Exkurs: Warum Bodenarbeit ?
Pferdeausbildung besteht aus hunderten Puzzleteilchen. Eines der elementarsten ist aber die Geraderichtung, ohne Geraderichtung keine wahre Losgelassenheit, kein Takt, keine gleichmäßige Anlehnung, kein korrekte Schwungübertragung, keine reelle Versammlung… keine Balance!
Sehr viele Probleme im Reitalltag begründen sich in mangelnder Geraderichtung. Die allgemein übliche Grundausbildung eines Pferdes besteht in etwa aus drei Teilen: Halfterführigkeit, ausgebundenes Longieren, Gewöhnung an Ausrüstung und den Reiter.
Hier bestehen meines Erachtens massive Brüche im System.
In der Schule wird auch nicht vom Erlernen einzelner Buchstaben zu ganzen Sätzen übergegangen. In der Pferdeausbildung schon. Die Pferde haben nicht gelernt, was „Hilfen“ bedeuten bis zu dem Augenblick, in dem das sie das erste mal geritten werden.

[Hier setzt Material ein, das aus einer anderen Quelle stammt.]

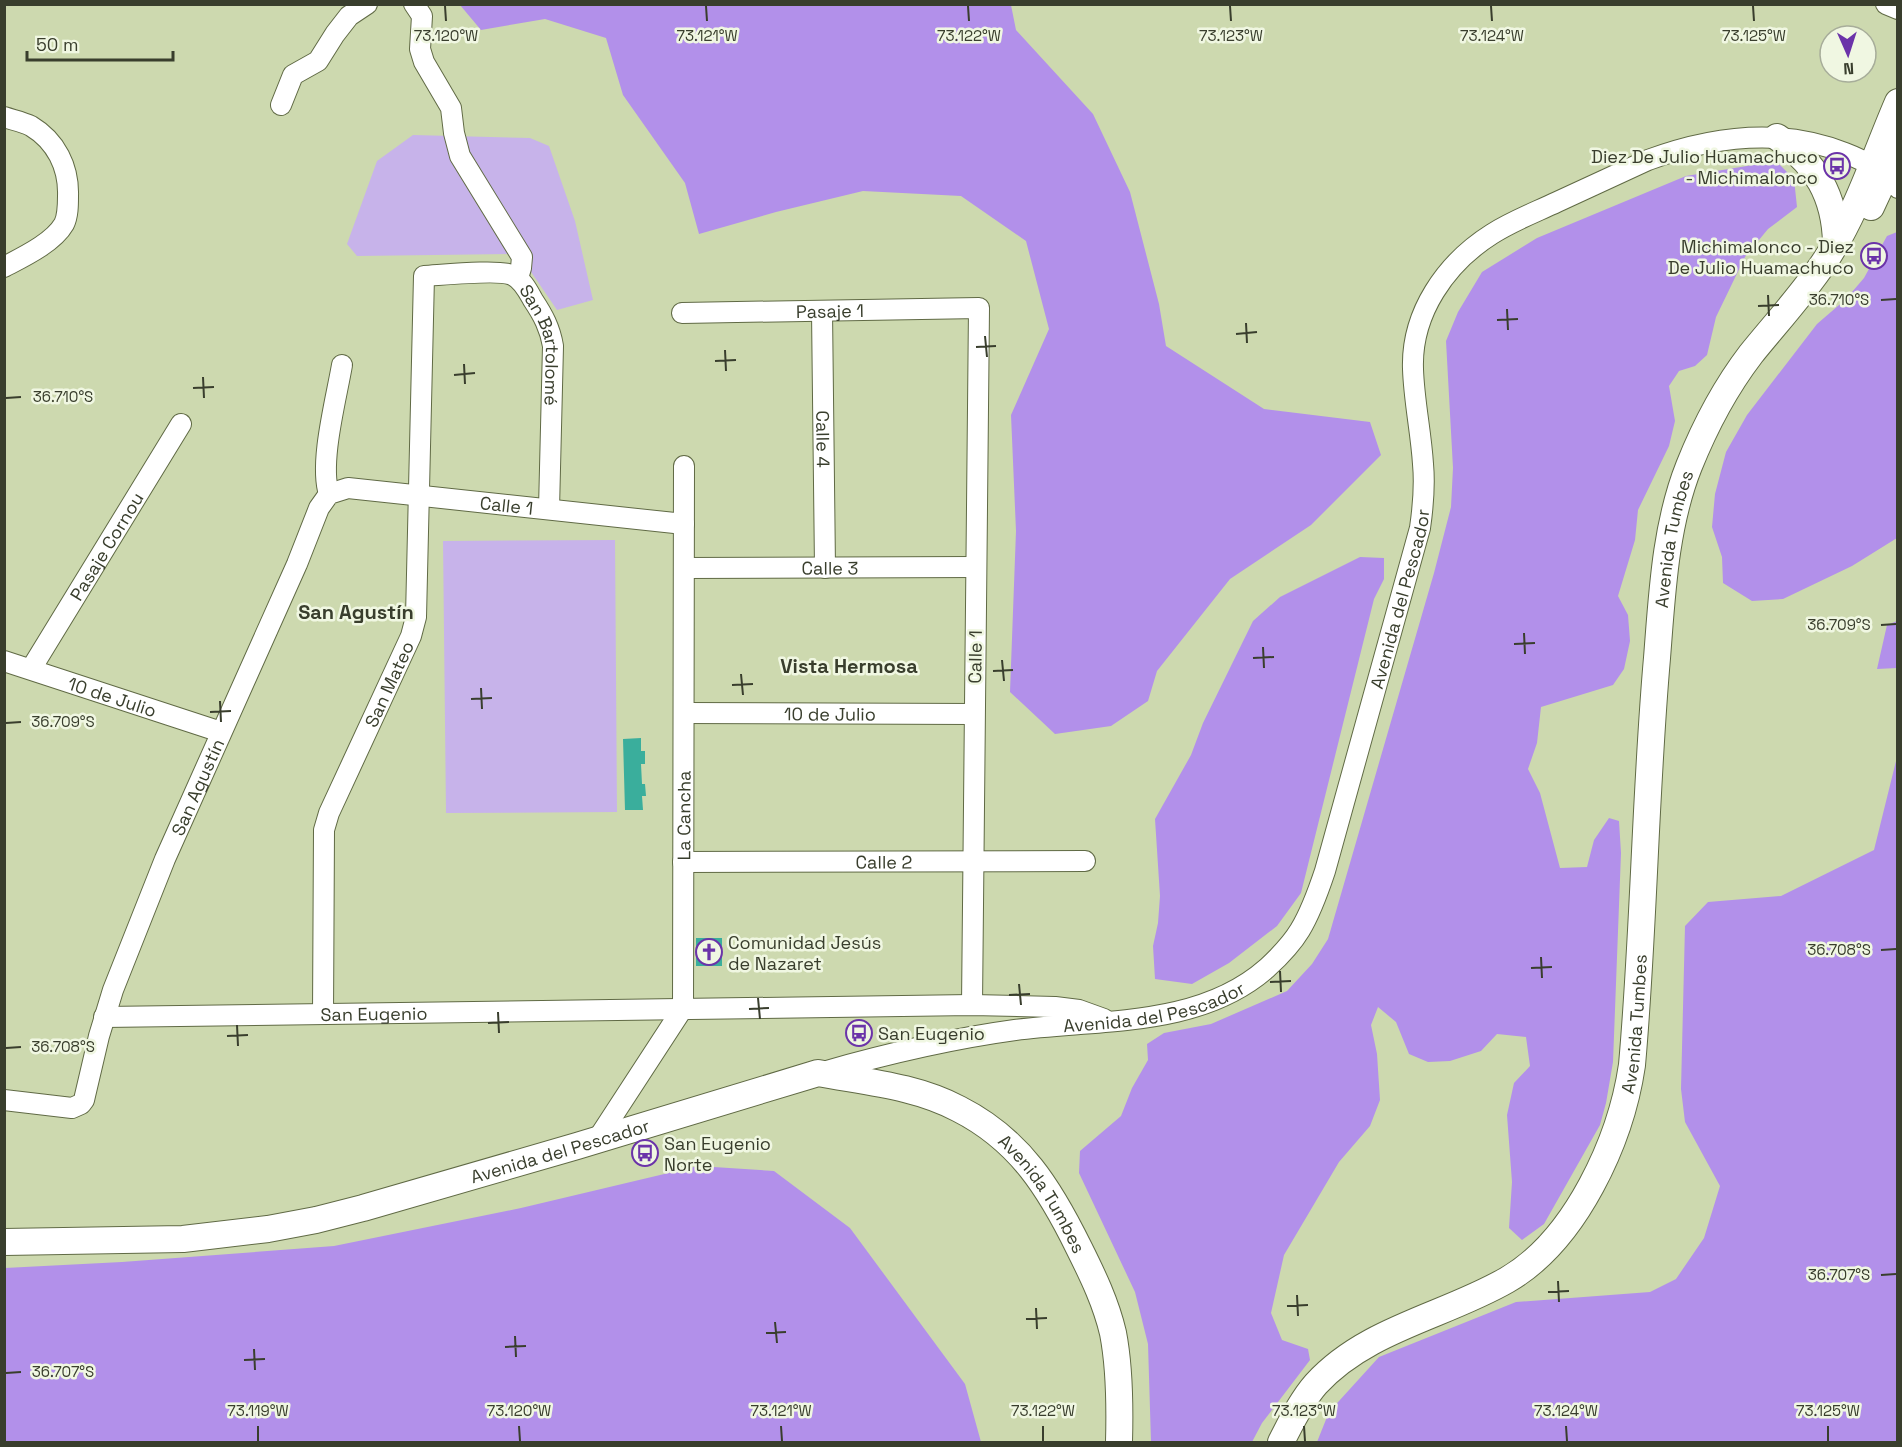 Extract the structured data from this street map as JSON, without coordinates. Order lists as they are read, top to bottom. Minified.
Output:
{"streets":{"main road":["Avenida Tumbes","Avenida del Pescador"],"street":["Pasaje 1","San Bartolomé","Calle 4","Calle 1","Pasaje Cornou","Calle 3","San Mateo","10 de Julio","San Agustín","La Cancha","Calle 2","San Eugenio"]},"crossings":[["Pasaje 1","Calle 4"],["Pasaje 1","Calle 1"],["San Bartolomé","Calle 1"],["San Bartolomé","San Mateo"],["Calle 4","Calle 3"],["Calle 1","Calle 3"],["Calle 1","San Mateo"],["Calle 1","10 de Julio"],["Calle 1","San Agustín"],["Calle 1","La Cancha"],["Calle 1","Calle 2"],["Calle 1","San Eugenio"],["Avenida Tumbes","Avenida del Pescador"],["Pasaje Cornou","10 de Julio"],["Calle 3","La Cancha"],["Avenida del Pescador","San Eugenio"],["San Mateo","San Eugenio"],["10 de Julio","San Agustín"],["10 de Julio","La Cancha"],["San Agustín","San Eugenio"],["La Cancha","Calle 2"],["La Cancha","San Eugenio"]],"districts":["San Agustín","Vista Hermosa"],"places":{"bus stop":["Diez De Julio Huamachuco - Michimalonco","Michimalonco - Diez De Julio Huamachuco","San Eugenio","San Eugenio Norte"],"church":["Comunidad Jesús de Nazaret"]},"scale_bar":"50 m","north":"bottom","coordinates":["73.120°W","73.121°W","73.122°W","73.123°W","73.124°W","73.125°W","36.710°S","36.709°S","36.708°S","36.707°S","73.119°W"]}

Das muss zu Missverständnissen führen, Missverständnisse führen zu Einsatz von Kraft und Hilfszügeln von Seiten des Reiters, sowie Frustration bei allen Beteiligten mittels systematische, grundlegende Bodenarbeit am Kappzaum lernt das Pferd in ganz kleinen logischen Schritten, zuerst einzelne Buchstaben, dann Wörter, dann ganze Sätze.
Der Reiter steigt schließlich auf ein Pferd zum ersten mal auf, das mit den Zügelhilfen etwas anfangen kann, das bereits weiß, was Stellung und Biegung bedeuten, das die Seitengänge kennt, das „sich- selbst- bewusst“ ist, sich gut koordinieren kann und gelernt hat, über den Rücken zu laufen und welches schon relativ gerade ist…wunderbar!
Grundlegende Bodenarbeit: Die Stellung im Stand in der Praxis
Am Boden
Die Stellung ist der kleinste gemeinsame Nenner jeglicher Lektion und sie ist mein ZUGANG zum Pferd. Bleibt mir dieser verwehrt, bleibt alles immer schwierig.Deshalb ist das Stellen im Stand für mich die Mutterübung überhaupt.
Voraussetzungen:
- eigentlich keine, gut ist ein Ort, an dem sie halbwegs Ruhe haben, denn diese Übung erfordert, dass das Pferd mit seiner Konzentration bei Ihnen ist.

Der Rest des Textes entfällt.